Multiplying out eqn (6), and rearranging the terms, we obtain

 $\frac{\omega^4}{c^4} - \frac{\omega^2}{c^2}\left(\frac{k_x^2+k_y^2}{n_z^2}+\frac{k_x^2+k_z^2}{n_y^2}+\frac{k_y^2+k_z^2}{n_x^2}\right) + \left(\frac{k_x^2}{n_y^2n_z^2}+\frac{k_y^2}{n_x^2n_z^2}+\frac{k_z^2}{n_x^2n_y^2}\right)(k_x^2+k_y^2+k_z^2)=0\,$ (7)

In the case of a uniaxial material, where nx=ny=no and nz=ne say, eqn 7 can be factorised into

 $\left(\frac{k_x^2}{n_o^2}+\frac{k_y^2}{n_o^2}+\frac{k_z^2}{n_o^2} -\frac{\omega^2}{c^2}\right)\left(\frac{k_x^2}{n_e^2}+\frac{k_y^2}{n_e^2}+\frac{k_z^2}{n_o^2} -\frac{\omega^2}{c^2}\right)=0\,.$ (8)

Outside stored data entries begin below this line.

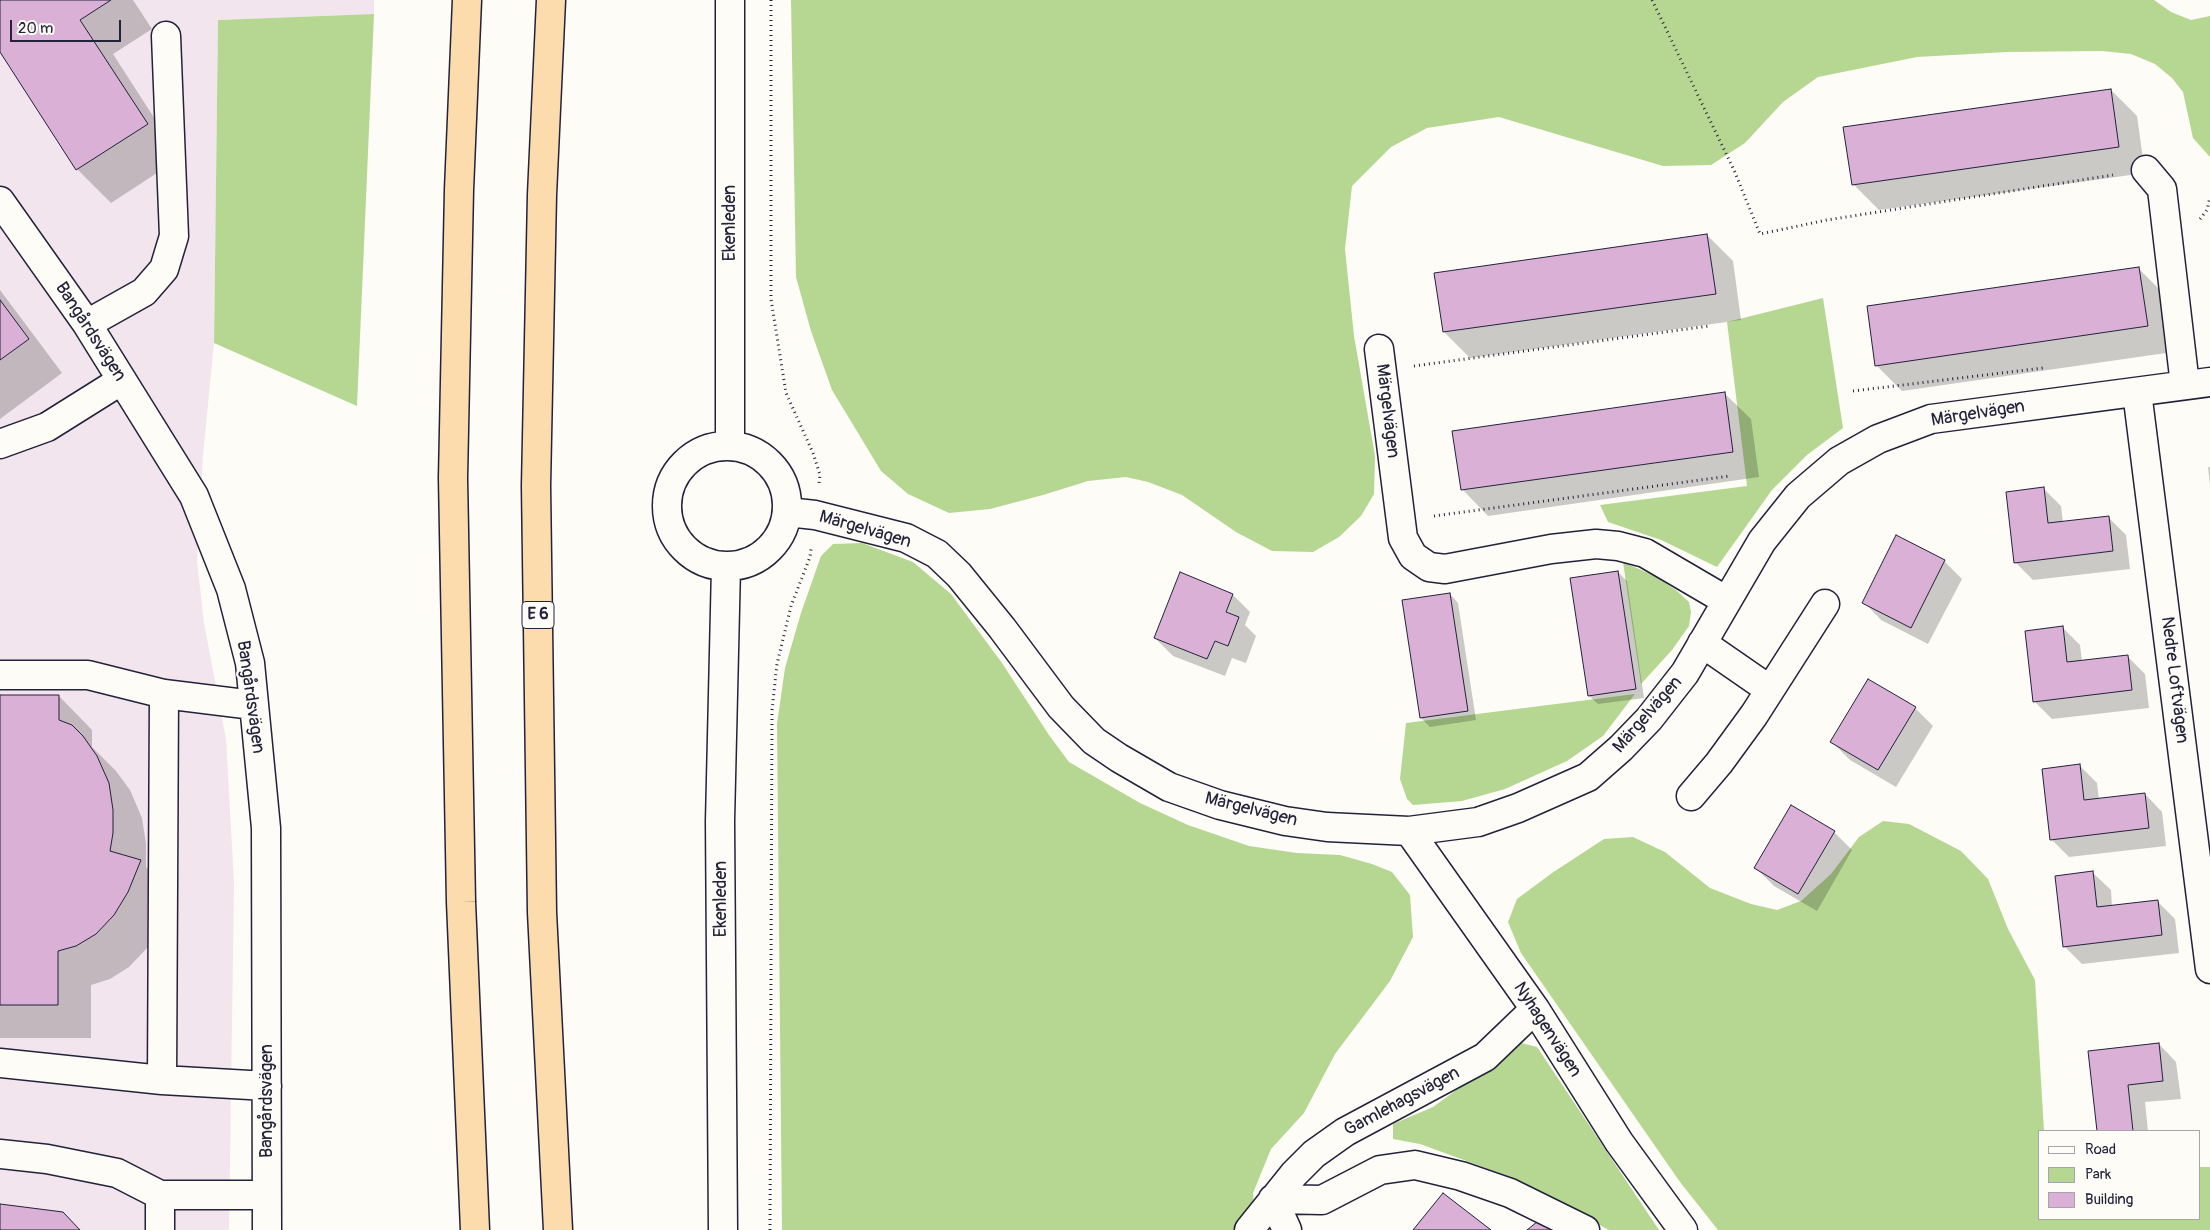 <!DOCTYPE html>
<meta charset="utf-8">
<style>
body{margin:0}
#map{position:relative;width:2210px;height:1230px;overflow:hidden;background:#fdfcf7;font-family:Pangolin,sans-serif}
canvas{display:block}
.legend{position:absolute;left:2038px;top:1130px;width:162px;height:90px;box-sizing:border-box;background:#fdfcf7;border:1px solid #a5a5ac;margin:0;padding:6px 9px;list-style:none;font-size:15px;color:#22223b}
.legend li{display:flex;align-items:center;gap:10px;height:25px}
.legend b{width:25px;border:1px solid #a5a5ac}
.scale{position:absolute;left:10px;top:20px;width:111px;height:22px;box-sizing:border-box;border:2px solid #22223b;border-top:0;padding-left:6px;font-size:15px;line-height:18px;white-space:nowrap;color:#22223b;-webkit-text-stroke:4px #fdfcf7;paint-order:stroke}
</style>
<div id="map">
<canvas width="2210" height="1230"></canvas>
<ul class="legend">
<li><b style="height:6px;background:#fdfcf7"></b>Road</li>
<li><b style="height:14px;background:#b6d791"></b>Park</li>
<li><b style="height:14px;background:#dab0d6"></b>Building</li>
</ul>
<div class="scale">20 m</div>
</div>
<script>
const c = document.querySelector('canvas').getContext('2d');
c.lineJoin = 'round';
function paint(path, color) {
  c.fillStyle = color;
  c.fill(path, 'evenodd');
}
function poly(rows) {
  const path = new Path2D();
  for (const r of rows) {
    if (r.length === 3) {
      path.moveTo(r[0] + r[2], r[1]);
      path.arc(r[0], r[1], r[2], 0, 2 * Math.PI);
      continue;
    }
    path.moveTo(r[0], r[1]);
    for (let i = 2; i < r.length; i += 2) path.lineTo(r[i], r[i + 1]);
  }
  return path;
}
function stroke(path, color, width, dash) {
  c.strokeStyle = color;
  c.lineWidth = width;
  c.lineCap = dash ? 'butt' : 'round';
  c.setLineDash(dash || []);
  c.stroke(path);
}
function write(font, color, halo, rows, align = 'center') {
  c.font = font + ' Pangolin,sans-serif';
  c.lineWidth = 4.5;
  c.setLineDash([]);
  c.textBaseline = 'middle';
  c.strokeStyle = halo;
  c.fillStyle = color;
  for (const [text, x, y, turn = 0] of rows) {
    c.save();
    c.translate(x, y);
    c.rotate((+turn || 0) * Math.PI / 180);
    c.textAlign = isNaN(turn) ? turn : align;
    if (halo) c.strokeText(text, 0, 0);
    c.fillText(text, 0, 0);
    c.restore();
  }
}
paint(poly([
 [0,0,374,0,374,14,218,20,214,343,203,455,197,561,204,623,226,739,234,883,229,1230,0,1230]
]), '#f2e5ed');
paint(poly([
 [791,0,2154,0,2171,12,2191,20,2210,16,2210,157,2193,138,2183,92,2172,78,2155,64,2131,54,2102,51,2007,52,1917,57,1818,77,1783,102,1745,143,1711,165,1663,166,1499,117,1427,128,1391,147,1352,186,1345,249,1354,336,1375,456,1374,494,1361,516,1339,537,1313,552,1272,551,1236,532,1182,495,1148,482,1126,477,1088,481,1043,495,990,509,949,513,908,494,881,471,832,390,811,331,796,277],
 [374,14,357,406,214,343,218,20],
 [1823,298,1843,428,1807,455,1772,490,1717,567,1661,540,1608,522,1600,505,1747,486,1727,322],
 [862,543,913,562,951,594,1002,663,1049,735,1069,762,1140,803,1188,825,1249,846,1297,853,1340,855,1372,864,1392,872,1410,895,1413,937,1390,981,1335,1054,1304,1113,1271,1149,1253,1193,1256,1230,782,1230,777,724,785,668,801,613,821,556,833,544],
 [1623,562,1655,576,1677,591,1689,602,1691,612,1689,626,1672,650,1641,684],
 [1635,694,1603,736,1567,761,1505,789,1462,801,1413,805,1407,799,1400,779,1406,723],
 [1883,821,1909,824,1961,851,1988,879,2008,929,2035,980,2044,1131,2039,1131,2039,1219,2199,1219,2199,1167,2210,1167,2210,1230,1718,1230,1680,1182,1521,953,1508,922,1517,899,1552,873,1604,839,1633,837,1665,852,1710,888,1751,904,1777,910,1801,901,1831,874,1859,837],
 [1521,1043,1537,1047,1659,1230,1609,1230,1508,1176,1420,1144,1393,1139,1393,1124,1433,1107]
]), '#b6d791');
paint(poly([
 [0,0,133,0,152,29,113,54,180,158,111,203,77,169,0,50],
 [2111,90,2137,116,2145,173,1879,210,1853,184],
 [1707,235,1733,261,1741,320,1470,358,1444,332],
 [2139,269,2165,295,2173,352,1902,391,1876,365],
 [0,290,62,373,0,419],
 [1724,393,1751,419,1759,477,1488,516,1462,489],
 [2208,467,2210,467,2210,486],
 [2044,489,2061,506,2063,523,2108,517,2126,535,2130,569,2033,580,2015,562],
 [1944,561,1962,579,1928,644,1881,620,1864,602],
 [1618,572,1627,581,1644,698,1598,704,1589,696],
 [1450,594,1458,603,1476,720,1430,727,1421,718],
 [1233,595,1250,612,1245,625,1256,636,1246,663,1232,658,1225,676,1173,656,1155,638],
 [2063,628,2080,645,2082,662,2127,656,2145,674,2149,708,2052,719,2034,701],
 [0,696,59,696,92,730,92,747,116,771,130,790,142,818,146,844,146,867,174,895,162,926,147,948,129,967,110,979,91,985,91,1038,0,1038],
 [1915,708,1933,726,1896,787,1850,760,1832,742],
 [2080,766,2097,783,2099,800,2145,794,2162,812,2166,846,2069,857,2051,839],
 [1834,832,1852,850,1817,911,1774,886,1756,868],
 [2093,873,2111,890,2112,907,2158,902,2175,919,2179,953,2082,964,2064,946],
 [2159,1044,2176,1062,2181,1099,2145,1102,2148,1131,2098,1131,2089,1052]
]), '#0003');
const building = poly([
 [0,0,111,0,80,20,148,124,76,170,0,52,0,0],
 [2111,89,2119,147,1852,185,1843,127,2111,89],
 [1707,234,1716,294,1443,332,1434,273,1707,234],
 [2139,267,2148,326,1875,366,1867,306,2139,267],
 [0,300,29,339,0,360,0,300],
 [1725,392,1733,452,1461,490,1452,431,1725,392],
 [2044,487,2048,523,2109,516,2113,551,2014,563,2006,492,2044,487],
 [1896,535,1945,560,1911,628,1862,603,1896,535],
 [1618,571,1636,689,1588,696,1570,578,1618,571],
 [1180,572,1233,594,1226,612,1239,617,1228,646,1215,641,1207,659,1154,638,1180,572],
 [1450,593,1468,711,1420,718,1402,600,1450,593],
 [2063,626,2067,662,2128,655,2132,690,2033,702,2025,631,2063,626],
 [1868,679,1916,707,1878,770,1830,742,1868,679],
 [0,695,59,695,59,720,72,725,83,736,97,756,109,783,113,810,113,833,110,851,141,860,128,892,114,915,96,934,76,946,58,951,58,1005,0,1005,0,695],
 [2080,764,2084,800,2145,793,2149,828,2050,840,2042,769,2080,764],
 [1791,805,1835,831,1798,894,1754,868,1791,805],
 [2093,871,2097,907,2158,900,2162,935,2063,947,2055,876,2093,871],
 [2159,1043,2163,1081,2128,1085,2133,1131,2097,1131,2088,1051,2159,1043],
 [1443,1193,1491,1230,1413,1230,1443,1193],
 [0,1204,63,1212,80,1230,0,1230,0,1204],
 [1543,1217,1553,1230,1527,1230,1543,1217]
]);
paint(building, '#dab0d6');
stroke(building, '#22223b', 1);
const minor = poly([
 [730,0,730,446],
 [2146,170,2162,189,2185,385],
 [0,201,87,324,194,496,231,589,250,663,266,828,267,1230],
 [87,324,144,292,164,269,174,236,166,36],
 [1379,349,1403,538,1413,556,1429,567,1445,569,1551,549,1596,544,1618,546,1645,553,1727,601],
 [2137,392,2210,969],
 [0,444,47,427,122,380],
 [727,506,60],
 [787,512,815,515,906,538,937,554,959,575,1002,628,1061,707,1094,741,1119,758,1169,787,1220,805,1285,821,1327,827,1409,831,1478,822,1518,808,1588,777,1621,748,1649,719,1685,673,1762,541,1798,496,1839,461,1878,439,1931,419,2210,382],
 [1702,643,1770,690],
 [0,675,88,675,164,694,253,705],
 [1691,796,1719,763,1754,715,1825,604],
 [1409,831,1535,1009,1619,1142,1683,1230],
 [0,1063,162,1080,267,1086],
 [162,1080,164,694],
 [0,1154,47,1159,117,1173,160,1195,266,1195],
 [160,1230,160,1195],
 [723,1230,720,821,726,567],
 [1249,1230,1294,1174,1314,1154,1345,1132,1485,1057,1535,1009],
 [1287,1230,1273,1199,1322,1200,1380,1170,1415,1165,1461,1176,1510,1193,1585,1230]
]);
const highway = poly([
 [467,0,459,190,453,478,461,902,475,1230],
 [551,0,542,195,536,486,542,912,558,1230]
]);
stroke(minor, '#22223b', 31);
stroke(highway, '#22223b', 31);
stroke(poly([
 [771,0,771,299,786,393,813,453,820,475,819,483],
 [1652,0,1734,170,1760,234,1827,220,2113,175],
 [2200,219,2207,210,2210,197],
 [1414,366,1709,326],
 [1853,391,2043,368],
 [1434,516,1730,476],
 [770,1230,772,710,777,664,791,606,810,557,811,549]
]), '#22223b', 3, [1, 4]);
stroke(minor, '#fdfcf7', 28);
stroke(highway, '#fcdcac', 28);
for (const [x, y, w] of [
 [538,615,32]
]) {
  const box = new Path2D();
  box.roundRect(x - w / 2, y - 13.5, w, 27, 4);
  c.fillStyle = '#fdfcf7';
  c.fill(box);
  stroke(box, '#22223b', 1);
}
write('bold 16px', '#22223b', null, [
 ["E 6",538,615]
]);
write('18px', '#22223b', '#fdfcf7', [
 ["Ekenleden",730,223,-90],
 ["Bangårdsvägen",90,332,57],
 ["Märgelvägen",1387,411,83],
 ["Märgelvägen",1978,414,-9],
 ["Märgelvägen",865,530,16],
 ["Nedre Loftvägen",2174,680,83],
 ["Bangårdsvägen",250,697,82],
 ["Märgelvägen",1648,715,-49],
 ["Märgelvägen",1251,810,14],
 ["Ekenleden",721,899,-90],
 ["Nyhagenvägen",1547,1030,57],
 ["Bangårdsvägen",267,1101,-90],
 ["Gamlehagsvägen",1402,1102,-28]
]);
</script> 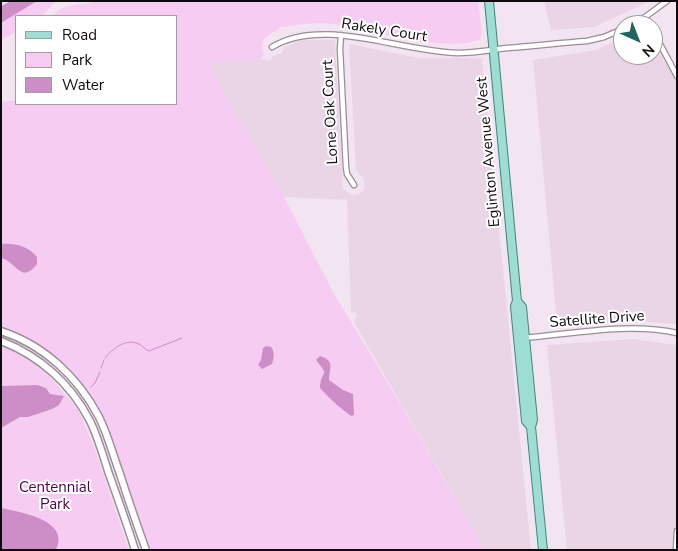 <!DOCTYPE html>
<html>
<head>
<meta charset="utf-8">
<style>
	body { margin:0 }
	#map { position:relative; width:678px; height:551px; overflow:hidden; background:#f3e4f1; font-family:"Nunito Sans",sans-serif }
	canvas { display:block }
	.frame { position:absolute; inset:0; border:2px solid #0f0a0e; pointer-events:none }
	.legend { position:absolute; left:15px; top:15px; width:162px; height:90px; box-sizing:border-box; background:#fff; border:1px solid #9f9d9f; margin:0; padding:6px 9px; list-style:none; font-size:15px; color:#0f0a0e }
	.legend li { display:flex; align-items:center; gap:10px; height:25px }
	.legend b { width:25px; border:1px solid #9f9d9f }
	.north { position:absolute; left:613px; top:15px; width:50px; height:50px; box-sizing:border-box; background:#fff; border:1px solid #9f9d9f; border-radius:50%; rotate:136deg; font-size:14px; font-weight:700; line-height:20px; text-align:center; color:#0f0a0e }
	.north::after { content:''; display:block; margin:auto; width:18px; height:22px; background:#1e665d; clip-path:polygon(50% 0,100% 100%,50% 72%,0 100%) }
</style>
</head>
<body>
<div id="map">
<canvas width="678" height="551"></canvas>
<div class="frame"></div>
<ul class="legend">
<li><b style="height:6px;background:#9eddd4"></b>Road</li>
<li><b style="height:14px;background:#f7ccf2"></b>Park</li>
<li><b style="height:14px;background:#cd8dc7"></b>Water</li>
</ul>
<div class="north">N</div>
</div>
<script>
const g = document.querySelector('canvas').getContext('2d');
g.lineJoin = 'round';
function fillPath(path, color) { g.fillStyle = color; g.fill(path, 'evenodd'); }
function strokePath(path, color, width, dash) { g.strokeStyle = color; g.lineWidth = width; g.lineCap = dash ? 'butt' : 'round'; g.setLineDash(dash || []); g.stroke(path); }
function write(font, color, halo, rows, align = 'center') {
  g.font = font + ' "Nunito Sans",sans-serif'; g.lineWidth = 4; g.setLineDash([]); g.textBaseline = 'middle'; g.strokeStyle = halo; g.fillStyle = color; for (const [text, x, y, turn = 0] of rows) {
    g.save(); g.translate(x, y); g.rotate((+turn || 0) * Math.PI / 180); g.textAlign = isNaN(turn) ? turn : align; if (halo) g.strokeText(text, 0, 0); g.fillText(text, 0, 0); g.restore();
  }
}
const built = new Path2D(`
	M544 1H650L594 27 551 30Z
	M623 38V55H653V43L677 82V324L633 321 557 324 533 60 595 50Z
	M302 40H335L343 189 352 195 359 194 364 189 365 185 363 178 356 170 349 44 419 58H482L531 550H485L354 322 357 313 351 312 347 200 284 197 213 74 209 61 261 59 270 61 273 56 282 53 284 47Z
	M633 339 677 345V550H567L547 345Z`);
const green = new Path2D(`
	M37 1H56L42 16H16V32L1 40V23Z
	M96 1H478L482 33 480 39C448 54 371 29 333 24 315 22 297 25 280 27L278 30C266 35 259 40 264 54L261 59 209 62 213 74 284 197 333 292 401 405 485 550H151L111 442 93 403 84 387 70 371 51 354 30 339 1 327V102L16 100V104H176V16H53C61 3 82 6 96 1Z
	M1 346 17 352 43 369 78 409 92 441 129 550H1Z`);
const water = new Path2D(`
	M11 1H37L1 23V6Z
	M1 244C15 243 28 246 37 257V264C21 285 16 261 1 258Z
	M266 346 271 347C275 352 274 358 272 364L262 369 258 365 261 360 263 348Z
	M320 356C336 361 329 369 329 380L343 390 353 394 354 415 351 416C340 408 330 399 320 388 321 368 331 379 316 360Z
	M37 385 46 388 50 394 64 396 59 405 52 409 28 417H20L1 428V386Z
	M1 508C20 512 71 520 56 550H1Z`);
const stream = new Path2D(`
	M105 358C113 348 126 338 139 344 143 346 144 349 149 351L182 338
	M101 368 104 360
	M91 387 95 383 100 372`);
const street = new Path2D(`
	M645 17 650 25
	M630 25 645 17 667 1
	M653 31 677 76
	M341 35 340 49 346 167 347 174 354 185
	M272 47C323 16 400 52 458 53 474 53 491 50 507 48 534 46 560 43 587 41L604 37 623 29
	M524 338C573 334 629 322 677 333
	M676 550 677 531`);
const secondary = new Path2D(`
	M1 331C44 345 78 377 99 417 108 435 113 455 120 474 128 499 137 525 146 550
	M1 341C40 356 71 384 90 421 98 437 103 456 109 474 118 499 127 524 135 550`);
const primary = new Path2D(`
	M489 1 517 301 515 306 526 421 531 427
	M517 301 522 307 533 420 531 427 543 550`);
const streetNames = [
	["Rakely Court",384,31,9],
	["Lone Oak Court",331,112,-93],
	["Eglinton Avenue West",489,152,-95],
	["Satellite Drive",597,320,-4]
];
const parkNames = [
	["Centennial",55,488],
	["Park",55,505]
];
fillPath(built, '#ead5e7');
fillPath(green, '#f7ccf2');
fillPath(water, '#cd8dc7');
strokePath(stream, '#cd8dc7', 1);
strokePath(street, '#9b8d99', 7);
strokePath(secondary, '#9b8d99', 9);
strokePath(primary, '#42857c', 10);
strokePath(street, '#fff', 4.5);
strokePath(secondary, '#fff', 6);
strokePath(primary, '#9eddd4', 8);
write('15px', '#0f0a0e', '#fff', streetNames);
write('15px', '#530251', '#fff', parkNames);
</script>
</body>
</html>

Each of the factors in eqn 8 defines a surface in the space of vectors k — the surface of wave normals. The first factor defines a sphere and the second defines an ellipsoid. Therefore, for each direction of the wave normal, two wavevectors k are allowed. Values of k on the sphere correspond to the ordinary rays while values on the ellipsoid correspond to the extraordinary rays.

For a biaxial material, eqn (7) cannot be factorized in the same way, and describes a more complicated pair of wave-normal surfaces.[5]

Birefringence is often measured for rays propagating along one of the optical axes (or measured in a two-dimensional material). In this case, n has two eigenvalues which can be labeled n1 and n2. n can be diagonalized by:

 $\mathbf{n} = \mathbf{R(\chi)} \cdot \begin{bmatrix} n_1 & 0 \\ 0 & n_2 \end{bmatrix} \cdot \mathbf{R(\chi)}^\textrm{T}$ (9)

where R(χ) is the rotation matrix through an angle χ. Rather than specifying the complete tensor n, we may now simply specify the magnitude of the birefringence Δn, and extinction angle χ, where Δn = n1 − n2.